Es fácil decirlo, pero ¿cómo lo hacemos?
Perdonar a alguien requiere mantener la mente libre de pensamientos
negativos y albergar dentro de nosotros pensamientos benignos que nos ayuden a
mantener una actitud espiritual dispuesta a que nuestras heridas del pasado
sanen definitivamente.
Según el psicólogo Robert Enright, de la Universidad de Wisconsin-Madison,
cuando estamos “consumidos” por el rencor, la presión sanguínea y el ritmo
cardíaco pueden aumentar. En cambio, “cuando perdonamos, puede haber una
disminución de la presión sanguínea”. Otros expertos creen que el estrés
producido por los rencores acumulados puede disparar o agravar problemas como
dolores de cabeza y de espalda, úlceras, arrugas y debilitamiento del sistema
inmunológico, con más predisposición a resfríos, gripes y otras infecciones.

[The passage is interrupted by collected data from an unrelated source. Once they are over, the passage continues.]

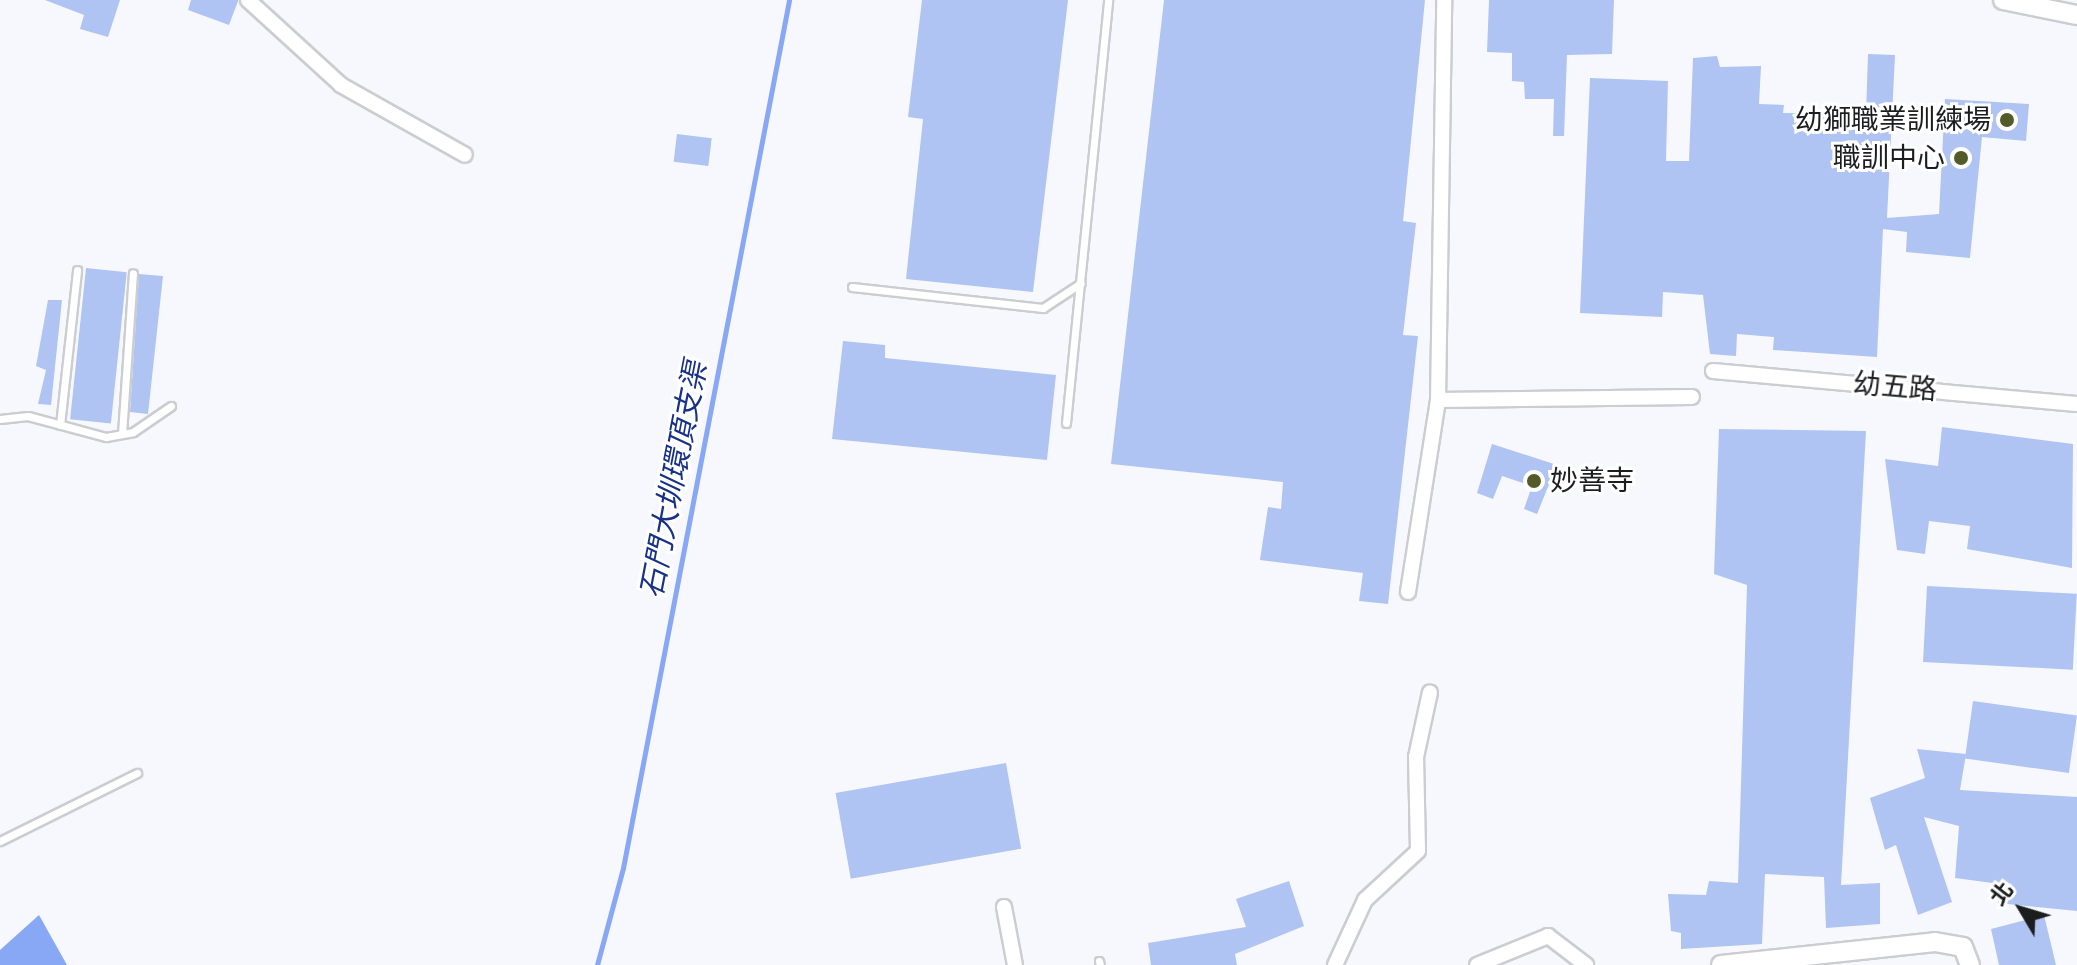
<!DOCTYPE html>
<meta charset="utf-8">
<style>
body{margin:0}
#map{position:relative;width:2077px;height:965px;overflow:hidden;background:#f6f8fd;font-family:"Source Sans 3","Noto Sans TC",sans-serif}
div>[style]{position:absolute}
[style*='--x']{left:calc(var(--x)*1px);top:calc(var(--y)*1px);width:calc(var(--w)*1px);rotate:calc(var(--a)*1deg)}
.water>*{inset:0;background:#88a8f5}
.stream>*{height:5px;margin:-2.5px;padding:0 2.5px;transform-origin:2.5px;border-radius:2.5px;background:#88a8f5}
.building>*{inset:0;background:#afc4f3;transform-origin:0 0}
.roads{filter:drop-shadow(2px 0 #cbcdd1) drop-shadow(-2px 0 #cbcdd1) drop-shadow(0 2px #cbcdd1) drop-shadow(0 -2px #cbcdd1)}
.service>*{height:7px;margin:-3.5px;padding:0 3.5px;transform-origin:3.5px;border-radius:3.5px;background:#fff}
.minor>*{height:14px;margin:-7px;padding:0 7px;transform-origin:7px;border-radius:7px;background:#fff}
.tertiary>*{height:18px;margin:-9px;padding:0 9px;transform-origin:9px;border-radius:9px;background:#fff}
.dots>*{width:22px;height:22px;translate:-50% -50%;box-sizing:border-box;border:4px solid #fff;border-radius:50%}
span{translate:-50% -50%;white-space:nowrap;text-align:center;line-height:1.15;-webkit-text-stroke:6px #fff;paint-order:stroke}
.poi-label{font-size:28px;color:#1c1d1f}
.right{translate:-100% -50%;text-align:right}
.left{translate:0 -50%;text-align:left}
.street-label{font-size:28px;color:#1c1d1f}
.water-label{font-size:30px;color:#183188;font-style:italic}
.north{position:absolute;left:1981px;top:869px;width:80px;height:80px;-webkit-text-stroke:6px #fff;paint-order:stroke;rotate:308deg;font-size:22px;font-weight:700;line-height:32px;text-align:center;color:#1c1d1f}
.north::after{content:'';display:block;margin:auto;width:28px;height:36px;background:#1c1d1f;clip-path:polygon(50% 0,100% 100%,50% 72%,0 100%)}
</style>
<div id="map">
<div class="water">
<div style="clip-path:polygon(39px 915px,67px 965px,0 965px,0 950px)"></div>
</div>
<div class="stream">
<div style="--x:597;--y:965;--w:100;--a:-75"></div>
<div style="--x:623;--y:868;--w:884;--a:-79.17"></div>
</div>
<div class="building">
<div style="clip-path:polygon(45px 0,120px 0,108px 37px,80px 29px,84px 15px)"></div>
<div style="clip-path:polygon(191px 0,238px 0,238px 1px,229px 25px,188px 10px)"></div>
<div style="clip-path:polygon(922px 0,1068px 0,1033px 292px,906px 279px,923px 119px,908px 117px)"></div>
<div style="clip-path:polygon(1164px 0,1425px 0,1403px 221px,1416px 223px,1403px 335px,1418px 336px,1388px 604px,1359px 601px,1363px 573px,1260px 560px,1268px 507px,1281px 509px,1283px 482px,1111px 464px)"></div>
<div style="clip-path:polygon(1489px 0,1614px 0,1612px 54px,1567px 55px,1564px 136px,1553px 136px,1554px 99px,1525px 99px,1524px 82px,1512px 81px,1512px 53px,1487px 52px)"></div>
<div style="clip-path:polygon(1868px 54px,1895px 55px,1887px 218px,1939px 214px,1945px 99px,2029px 104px,2026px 141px,1982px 137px,1970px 258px,1906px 252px,1907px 232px,1883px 229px,1877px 357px,1773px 350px,1774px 337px,1737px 334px,1736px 356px,1710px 354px,1703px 295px,1663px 292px,1662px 317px,1580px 313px,1590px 78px,1668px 81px,1666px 161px,1689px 161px,1693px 58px,1717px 56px,1720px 67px,1761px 66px,1759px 104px,1784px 105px,1783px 113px,1866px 114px)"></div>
<div style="left:677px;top:134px;width:35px;height:28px;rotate:7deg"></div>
<div style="left:86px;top:268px;width:41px;height:152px;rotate:6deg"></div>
<div style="clip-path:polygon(139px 274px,163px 276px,148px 414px,130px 412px)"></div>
<div style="clip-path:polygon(48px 300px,62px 300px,51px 405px,38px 404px,46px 370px,36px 366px)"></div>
<div style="clip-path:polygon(843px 341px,885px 345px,885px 358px,1056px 375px,1047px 460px,832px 439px)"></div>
<div style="clip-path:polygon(1942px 427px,2073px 444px,2072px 568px,1967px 549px,1970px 526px,1929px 521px,1925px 554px,1897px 550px,1885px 459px,1938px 466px)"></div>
<div style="clip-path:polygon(1719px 429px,1866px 431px,1841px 885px,1880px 883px,1880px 924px,1826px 928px,1824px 877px,1765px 874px,1762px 944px,1681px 949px,1681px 933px,1671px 931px,1668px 894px,1706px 895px,1709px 881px,1738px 883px,1747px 585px,1714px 574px)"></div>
<div style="clip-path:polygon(1492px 444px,1557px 465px,1537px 514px,1524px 509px,1532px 486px,1502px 476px,1493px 499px,1477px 493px)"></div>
<div style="left:1927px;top:586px;width:150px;height:76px;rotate:3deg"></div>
<div style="left:1973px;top:701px;width:105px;height:58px;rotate:8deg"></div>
<div style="clip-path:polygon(1917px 749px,1966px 754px,1960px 790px,2077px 797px,2077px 911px,1998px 903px,2000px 884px,1955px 878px,1959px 826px,1924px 817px,1952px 902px,1918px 915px,1896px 845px,1885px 850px,1870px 798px,1925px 778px)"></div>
<div style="left:1006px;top:763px;width:87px;height:173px;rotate:80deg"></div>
<div style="clip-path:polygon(1289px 881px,1304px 926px,1235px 954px,1237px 965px,1151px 965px,1148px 943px,1246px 927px,1236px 899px)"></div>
<div style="clip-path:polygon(2044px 915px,2056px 965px,1999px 965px,1991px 929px)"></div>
</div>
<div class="roads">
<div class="service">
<div style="--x:852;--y:287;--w:192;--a:6.3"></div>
<div style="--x:1043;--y:308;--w:45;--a:-33.3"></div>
<div style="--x:0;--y:419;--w:28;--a:-6"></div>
<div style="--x:28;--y:416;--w:81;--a:15.1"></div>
<div style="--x:106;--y:437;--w:27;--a:-10"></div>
<div style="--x:133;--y:432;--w:46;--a:-34.4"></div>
<div style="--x:1066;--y:423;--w:425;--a:-84.3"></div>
<div style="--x:60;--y:425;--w:156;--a:-83.7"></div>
<div style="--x:122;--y:434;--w:161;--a:-86.1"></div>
<div style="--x:0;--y:841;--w:153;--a:-26.4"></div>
<div style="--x:1099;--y:961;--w:4;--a:76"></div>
</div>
<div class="minor">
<div style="--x:248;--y:0;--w:126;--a:42.4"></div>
<div style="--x:341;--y:85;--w:142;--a:29.4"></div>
<div style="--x:1713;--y:371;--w:365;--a:5.2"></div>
<div style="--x:1438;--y:400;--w:254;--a:-0.7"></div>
<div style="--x:1408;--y:592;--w:194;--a:-81.1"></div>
<div style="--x:1438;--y:400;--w:400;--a:-89.1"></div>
<div style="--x:1004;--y:907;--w:59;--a:79.3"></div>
<div style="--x:1335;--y:965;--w:72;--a:-65.2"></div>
<div style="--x:1365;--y:900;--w:72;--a:-42.8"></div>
<div style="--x:1418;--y:851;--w:94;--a:-91.2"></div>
<div style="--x:1416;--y:757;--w:66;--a:-77.8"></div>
<div style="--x:1477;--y:965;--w:77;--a:-22.2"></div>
<div style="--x:1548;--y:936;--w:48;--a:37.3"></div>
</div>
<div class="tertiary">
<div style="--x:2003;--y:0;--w:76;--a:11.5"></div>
<div style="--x:1721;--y:965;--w:215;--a:-6.1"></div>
<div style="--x:1935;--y:942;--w:28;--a:10"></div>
<div style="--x:1963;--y:947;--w:19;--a:69"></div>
</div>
</div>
<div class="dots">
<div style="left:2007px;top:120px;background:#535b29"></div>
<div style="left:1961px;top:158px;background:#535b29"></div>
<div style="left:1534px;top:481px;background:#535b29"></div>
</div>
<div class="poi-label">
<span class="right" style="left:1991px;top:120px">幼獅職業訓練場</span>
<span class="right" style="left:1945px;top:158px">職訓中心</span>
<span class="left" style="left:1550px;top:481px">妙善寺</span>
</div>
<div class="street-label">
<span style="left:1895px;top:387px;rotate:5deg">幼五路</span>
</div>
<div class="water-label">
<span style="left:675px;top:480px;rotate:-79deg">石門大圳環頂支渠</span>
</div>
<div class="north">北</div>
</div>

“No hay dudas de que aferrarse a resentimientos y pensamientos de
venganza puede hacernos envejecer”, asegura el doctor Gerald Jampolsky,
fundador del Centro de Curación Actitudinal, en California.
Por lo tanto, para revertir ese cuadro, lo mejor es no recordar la ofensa y
reconocer que ese hecho no puede tener ninguna influencia sobre nosotros. Cada
vez que la persona que nos ofendió venga a nuestro pensamiento, debemos verla desde
una perspectiva espiritual, como el reflejo del Amor. O sea, veremos entonces
su naturaleza espiritual, y no lo que la llevó a hechos equivocados.
Un paso importante para aprender a perdonar es tener humildad. La falta de
perdón se relaciona con orgullo, por eso la razón para perdonar se debe buscar en
nuestra profunda convicción de no pagar mal por mal.
En el libro Escritos Misceláneos, de
Mary Baker Eddy, hay un párrafo sobre eso: “¿Quién es tu enemigo a quién debes
amar? ¿Es un ser viviente o una cosa fuera de tu propia creación? ¿Puedes ver a
un enemigo, a menos que primero le hayas dado forma y luego contemples el
objeto de tu propia concepción? ¿Qué es lo que te daña? ¿Puede lo alto, o lo
profundo o cualquier otra cosa separarte del Amor que es el bien omnipresente que
bendice infinitamente a uno y a todos?”
Perdonarse a sí mismo y a otros, además de ser un acto de humildad, es un
ejercicio de bondad y nos permitirá depositar la confianza en el Amor divino
para recibir fortaleza. Es una expresión de amor y es la base de toda sanidad
en la mente y en el cuerpo.
Me encanta el ejemplo bíblico de Pablo: “Una cosa hago: olvidando
ciertamente lo que queda atrás, y extendiéndome a lo que está delante, prosigo
a la meta...” (Filipenses).
¡Dejemos atrás el peso de los rencores, sigamos adelante, sanemos nuestra
mente y corazón para gozar de una vida feliz!